Victor Castiglioni e seus agentes do departamento de informações e inteligência haviam sido adestrados pelo agente da CIA Dan Mitrione, instrutor policial de contra insurgência especializado em interrogatórios e tortura, quem adestrou as forças repressivas no Brasil e no Uruguai nos anos 60 a serviço dos EUA elevando o uso da tortura contra presos entre as policias do Brasil e do Uruguai. No Brasil Dan Mitrione esteve instruindo as policias em técnicas de tortura em Belo Horizonte, Rio de Janeiro e Porto Alegre durante os anos de 1960 à 1967.

Em 1969 diante da crescente agitação social é enviado pelo EUA ao Uruguai onde adestra policiais como Castiglioni e outros psicopatas. No ano seguinte Dan Mitrione é sequestrado e executado pelo grupo guerrilheiro Tupamaro, fato que virou um filme de Costas Garvas, Estado de Sítio. As prisões, torturas, ataques de grupos fascistas cresceram, os esquadrões da morte paraestatais entraram em cena.

Na tarde de 24 de julho de 1971 Hebert Nieto foi alvo do esquadrão da morte. Hebert Nieto já havia sido detido três vezes e era reconhecido pelo departamento de inteligência, que seguia seus passos. Chegando ao prédio do instituto de construção Victor Castiglioni esparrama seus reforços policiais na área, são vistos quatro policiais em traje civil com rifles telescópicos que se posicionam no entorno, um deles no prédio de um banco em frente ao instituto.

Enquanto a obra no terraço seguia a tocaia é armada.
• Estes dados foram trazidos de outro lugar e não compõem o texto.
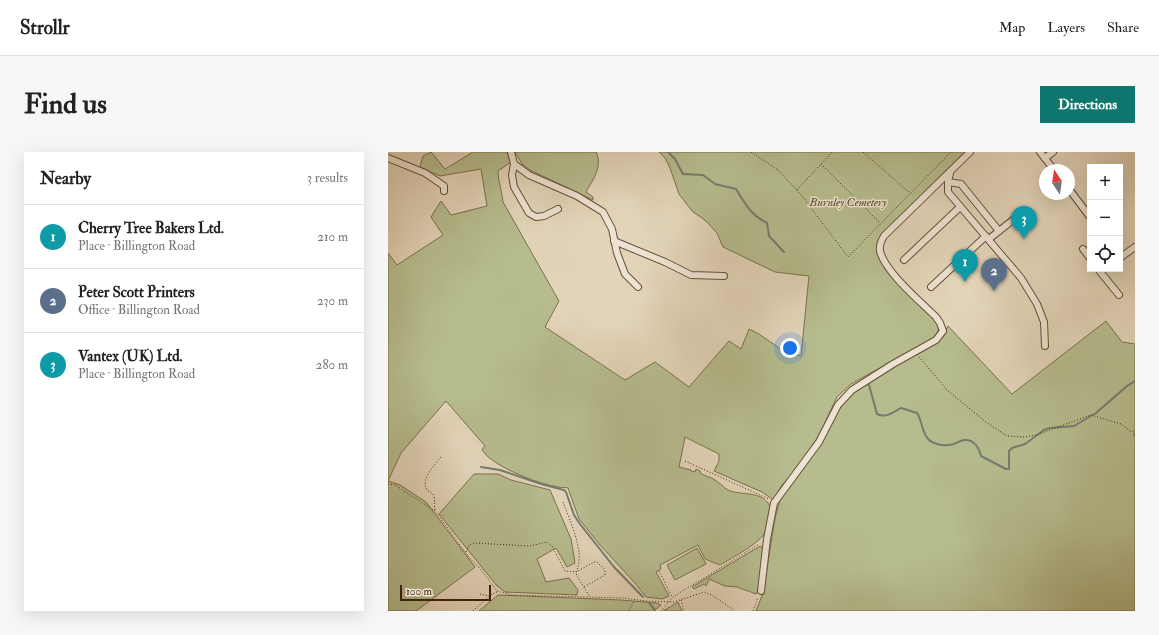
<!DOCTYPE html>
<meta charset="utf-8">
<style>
body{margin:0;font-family:"IM FELL Double Pica",serif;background:#f6f6f6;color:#222}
.controls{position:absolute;right:12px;top:12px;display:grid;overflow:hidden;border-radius:0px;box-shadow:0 4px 16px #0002}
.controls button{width:36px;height:36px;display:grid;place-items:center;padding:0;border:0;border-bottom:1px solid #e0e0e0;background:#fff;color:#222;font:20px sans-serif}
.compass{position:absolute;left:651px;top:12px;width:36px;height:36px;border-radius:50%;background:#fff;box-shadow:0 4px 16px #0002;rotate:347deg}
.scale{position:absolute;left:12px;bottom:10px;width:91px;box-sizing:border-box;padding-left:4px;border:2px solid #3f230c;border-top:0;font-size:11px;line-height:14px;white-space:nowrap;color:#3f230c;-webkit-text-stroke:3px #ede3d2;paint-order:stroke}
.you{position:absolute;left:402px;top:196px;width:14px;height:14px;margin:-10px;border:3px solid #fff;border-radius:50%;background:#1a73e8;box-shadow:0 0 0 6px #1a73e833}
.badge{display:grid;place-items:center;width:26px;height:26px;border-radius:50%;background:#0f766e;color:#fff;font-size:13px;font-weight:700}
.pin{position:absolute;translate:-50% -33px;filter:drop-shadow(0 1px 2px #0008)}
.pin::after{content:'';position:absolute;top:21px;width:14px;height:12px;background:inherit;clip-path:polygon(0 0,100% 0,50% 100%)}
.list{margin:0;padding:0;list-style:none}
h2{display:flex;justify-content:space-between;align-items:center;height:52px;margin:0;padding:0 16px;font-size:17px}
h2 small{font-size:13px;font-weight:400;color:#767676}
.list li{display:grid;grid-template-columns:26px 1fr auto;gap:12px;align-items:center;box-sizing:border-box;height:64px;padding:0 16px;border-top:1px solid #e0e0e0}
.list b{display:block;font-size:15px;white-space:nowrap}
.list p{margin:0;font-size:13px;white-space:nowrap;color:#767676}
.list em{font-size:13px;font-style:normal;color:#767676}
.icon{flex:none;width:22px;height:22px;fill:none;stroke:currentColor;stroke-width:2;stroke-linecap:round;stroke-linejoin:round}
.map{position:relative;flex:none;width:747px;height:459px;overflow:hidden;border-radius:0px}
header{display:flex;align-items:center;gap:24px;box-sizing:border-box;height:56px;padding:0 20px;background:#fff;border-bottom:1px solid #e0e0e0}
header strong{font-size:19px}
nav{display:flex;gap:22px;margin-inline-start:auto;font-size:14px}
.intro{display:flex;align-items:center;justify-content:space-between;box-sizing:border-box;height:96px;padding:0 24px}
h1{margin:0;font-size:28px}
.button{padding:10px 18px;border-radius:0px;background:#0f766e;color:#fff;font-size:14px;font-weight:700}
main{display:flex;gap:24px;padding:0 24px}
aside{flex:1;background:#fff;border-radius:0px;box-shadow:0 4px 16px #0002}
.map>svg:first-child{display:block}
.green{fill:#b6bc8e;stroke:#7a704d}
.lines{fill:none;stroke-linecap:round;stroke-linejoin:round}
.stream{stroke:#737c6e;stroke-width:2}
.minor-casing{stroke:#684f37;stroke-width:8}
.path{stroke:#3f230c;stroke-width:1;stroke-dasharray:1 2;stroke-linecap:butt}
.minor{stroke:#ede3d2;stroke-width:6}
.labels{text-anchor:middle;stroke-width:3;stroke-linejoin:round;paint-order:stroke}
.park-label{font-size:12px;font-style:italic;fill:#5d492c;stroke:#ede3d2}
</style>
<header>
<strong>Strollr</strong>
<nav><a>Map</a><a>Layers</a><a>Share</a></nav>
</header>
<div class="intro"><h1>Find us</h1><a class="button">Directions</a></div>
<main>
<aside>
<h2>Nearby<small>3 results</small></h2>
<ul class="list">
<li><span class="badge" style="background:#0f9aa8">1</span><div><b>Cherry Tree Bakers Ltd.</b><p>Place · Billington Road</p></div><em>210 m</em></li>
<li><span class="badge" style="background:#5c6f8a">2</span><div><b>Peter Scott Printers</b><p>Office · Billington Road</p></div><em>230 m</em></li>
<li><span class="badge" style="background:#0f9aa8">3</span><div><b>Vantex (UK) Ltd.</b><p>Place · Billington Road</p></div><em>280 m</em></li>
</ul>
</aside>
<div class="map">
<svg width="747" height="459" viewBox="0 0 747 459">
<rect width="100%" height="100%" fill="#e3d4b9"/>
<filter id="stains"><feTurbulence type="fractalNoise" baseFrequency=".005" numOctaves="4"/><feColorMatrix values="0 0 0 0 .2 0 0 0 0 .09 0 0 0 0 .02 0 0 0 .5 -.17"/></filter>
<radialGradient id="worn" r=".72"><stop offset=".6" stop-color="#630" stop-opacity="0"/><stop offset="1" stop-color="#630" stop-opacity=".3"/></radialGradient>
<g class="green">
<path d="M43,0l14,17 28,-17h34l4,10 -13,9c0,10 4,20 5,31l56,99 -14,26 80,53 30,-18 34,25 40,-46 12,8 8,-20 10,5 23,16 19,6 8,-80 -34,-4 -52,-25 -6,-14 -11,-12 -14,-10 -13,-17 -9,-26 -5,-10 -6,-6h311l-93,92v5l5,13 55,59c3,9 1,12 -5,18l-81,45 -14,13 -19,40 -25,36 -11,12 -8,14h-2l-10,-7 -48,-21 5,-10v-7l-34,-17 -6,30 12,3v1l4,1 1,-3 4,2 1,3c4,2 10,3 14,6 5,3 8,7 13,10 13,6 36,0 42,17 -1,8 -2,17 -5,25 -3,10 -35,27 -45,33l-15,-6 -7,-14 -38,20 1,4 -5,3 13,24 -7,3 -16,-2 -11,-14 -35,-38 -21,-26 -11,-31c-4,-1 -7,0 -10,-1 -19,-3 -52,-16 -67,-28 -4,-2 -6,-6 -9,-9l3,-4 -39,-45 -45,52 -13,28v-228l9,12 46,-30 -12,-18 10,-16 10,14 36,-9 -6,-37 -41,7 -20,-9 3,-11z"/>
<path d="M127,0h81c7,15 -3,27 -10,40l7,5v3l-63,-30 -8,-6z"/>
<polygon points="718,169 734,190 747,192 747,459 368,459 375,441 387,366 392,348 421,309 452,253 467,239 509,213 545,193 555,185 560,174 624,242"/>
<polygon points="86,322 110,322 123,328 162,338 183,387 187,411 179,415 168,396 149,407 158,430 181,426 190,438 189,443 117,440 109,434 51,362"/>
<polygon points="0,329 12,333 38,350 87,415 28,459 0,459"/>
<polygon points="372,394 375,396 371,436 368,442 349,435 337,434 321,427 318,434 316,432 306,437 304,435"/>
<polygon points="309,396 318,412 287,428 279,413"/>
<polygon points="110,443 233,448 269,451 273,453 266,459 91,459"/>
<polygon points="290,450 294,459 275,459"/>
</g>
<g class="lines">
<g class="stream">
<path d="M280,0l7,7 8,15 20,1 12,9 21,5c9,15 16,27 31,34l2,13 15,16"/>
<path d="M481,233l8,29c9,4 15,-1 24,-6l16,5c5,7 5,20 11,26 5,5 15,7 21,6 5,0 10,-4 15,-5 10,-1 15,8 17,16l25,13h3v-18l3,-3 13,-4 19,-14 6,-2 24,-2 22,-13 31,-27 8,-5"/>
<polyline points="746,282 747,284"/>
<polyline points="93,315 112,318 153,332 176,338 178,340 186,363 192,372 226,415 255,445"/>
<polyline points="261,451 267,458"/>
</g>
<g class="minor-casing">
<g id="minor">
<polyline points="123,0 126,12 124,23 126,35 141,61 148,65 156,64 170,57"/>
<polyline points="652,0 666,18"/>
<polyline points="0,6 37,21 56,34 56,39"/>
<polyline points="657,6 665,0"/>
<polyline points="126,12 141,23 189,44 215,60 224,77 229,101 237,122 250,135"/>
<polyline points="562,21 560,30 560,40 633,126 649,152 656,170 657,194"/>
<polyline points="560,30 573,32 611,79"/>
<polyline points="681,37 702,65"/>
<polyline points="601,87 635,60"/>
<polyline points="226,89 277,110 303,123 336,124"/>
<polyline points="695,97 702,106"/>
<polyline points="732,103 733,105 747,95"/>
<polyline points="516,108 572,55"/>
<polyline points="710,117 731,143"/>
<polyline points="543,135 598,84"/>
<path d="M373,439l6,-52 7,-36 45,-61 19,-37 14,-15 41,-26 43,-24 7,-9 -3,-8 -4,-6c-16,-16 -51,-45 -56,-66 -1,-6 1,-10 4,-15l86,-84"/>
</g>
</g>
<g class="path">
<polyline points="363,0 390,18 414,44 460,105 563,0"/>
<polyline points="475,0 522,41"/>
<polyline points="433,12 492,71"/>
<polyline points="409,38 444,0"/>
<polyline points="531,205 560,239 598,270 619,284 636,285 648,283 703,263 733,272 742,279 747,280"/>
<polyline points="297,309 381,347"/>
<polyline points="0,332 7,333 47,359 80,404 94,419 109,439 124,443 235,446 258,449 286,450 316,440 324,443 347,459"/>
<path d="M175,350c7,20 23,51 13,70l1,4 13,21"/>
<path d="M47,358c-1,-4 0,-8 -1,-13 -1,-5 -6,-5 -8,-9 -5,-9 10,-25 15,-31"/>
<polyline points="78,400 81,393 86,391 142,394 159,390 164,394 177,419 188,420 206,410 209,410 217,418 217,423 196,435"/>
<polyline points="271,419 284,445"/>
<polyline points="92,442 101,444"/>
<polyline points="293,448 296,459"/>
<polyline points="85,459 104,442 109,440"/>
<polyline points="241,459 246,449"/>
<polyline points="273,459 284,446 294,439 318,425 371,392"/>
<polyline points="365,459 370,445"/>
</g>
<use href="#minor" class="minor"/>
</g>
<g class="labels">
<g class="park-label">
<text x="460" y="54">Burnley Cemetery</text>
</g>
</g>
<rect width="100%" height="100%" filter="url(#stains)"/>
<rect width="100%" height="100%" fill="url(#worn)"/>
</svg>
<div class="controls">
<button>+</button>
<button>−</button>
<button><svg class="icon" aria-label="locate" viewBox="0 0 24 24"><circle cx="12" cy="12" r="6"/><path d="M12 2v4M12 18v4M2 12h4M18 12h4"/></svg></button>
</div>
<svg class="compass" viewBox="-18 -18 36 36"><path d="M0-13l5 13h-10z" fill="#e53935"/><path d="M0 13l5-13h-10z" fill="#767676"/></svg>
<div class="scale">100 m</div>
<div class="you"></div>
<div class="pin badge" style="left:577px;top:130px;background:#0f9aa8">1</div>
<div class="pin badge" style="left:606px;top:139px;background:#5c6f8a">2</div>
<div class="pin badge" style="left:636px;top:87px;background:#0f9aa8">3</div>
</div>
</main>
O acordo policial é rompido com rajadas de metralhadora e tiros com armas curtas contra o prédio do instituto, gases lacrimogênios também são lançados. O franco atirador policial armado com um rifle telescópico desde o prédio do banco elege em meio ao grupo de estudantes Hebert Nieto, mira e dispara, atravessando com o projétil os pulmões e o coração do jovem anarquista de 16 anos que foi atingido de perfil caindo morto no ato. Uma execução covarde e planificada. Ocorrida durante a chamada “paz eleitoral” do governo Pacheco.

A polícia prontamente recusa qualquer responsabilidade afirmando que o tiro que matou Hebert Nieto partiu dos próprios estudantes. Um médico legista desenha a situação: tiro de rifle calibre 22 a uma distância de 30 metros. Exatamente a posição do franco atirador posicionado no prédio do banco próximo ao instituto de construção. Após o laudo a casa do médico legista é alvo de ataques a bomba.

A execução de Hebert Nieto não freou as múltiplas lutas sociais daqueles dias, mas bem as acirraram. Seu funeral foi um ato político de dor, raiva e revolta que reuniu cerca de 200 mil pessoas até o cemitério norte, com o caixão envolto pela bandeira vermelho e negra. Seus companheiros anarquistas lhe conheciam por “Negro Manoel” e “El Monje” foi diante de seu assassinato que conheceram seu verdadeiro nome, Hebert Nieto, oculto pelas práticas de segurança.

Se esparramaram pixações e murais de denúncia e revolta pela cidade, assim como panfletos que convocaram para uma paralização, que foi respondido pelos sindicatos combativos. Durante vários dias ocorreram manifestações ferozes incendiando carros de luxo, apedrejando guaritas policiais e sedes políticas ligadas ao governo, as barricadas expressaram a dor e a revolta nas ruas. Também em cidades do interior manifestações contra o assassinato de Hebert Nieto se fizeram sentir.

Os responsáveis pela execução de Hebert Nieto jamais foram oficialmente apontados. Victor Castiglioni quem comandou a operação, assim como reconhecidos torturadores e assassinos no Brasil, foi homenageado com o passar dos anos por parlamentar uruguaio não sem o vibrante rechaço daqueles que mantem acessa a memória.

Hebert Nieto em sua curta e intensa existência deixou com sua vida, sua luta e sua morte sementes de rebeldia que não se apagam e que a cada inverno rebrota com gestos e ações anarquistas.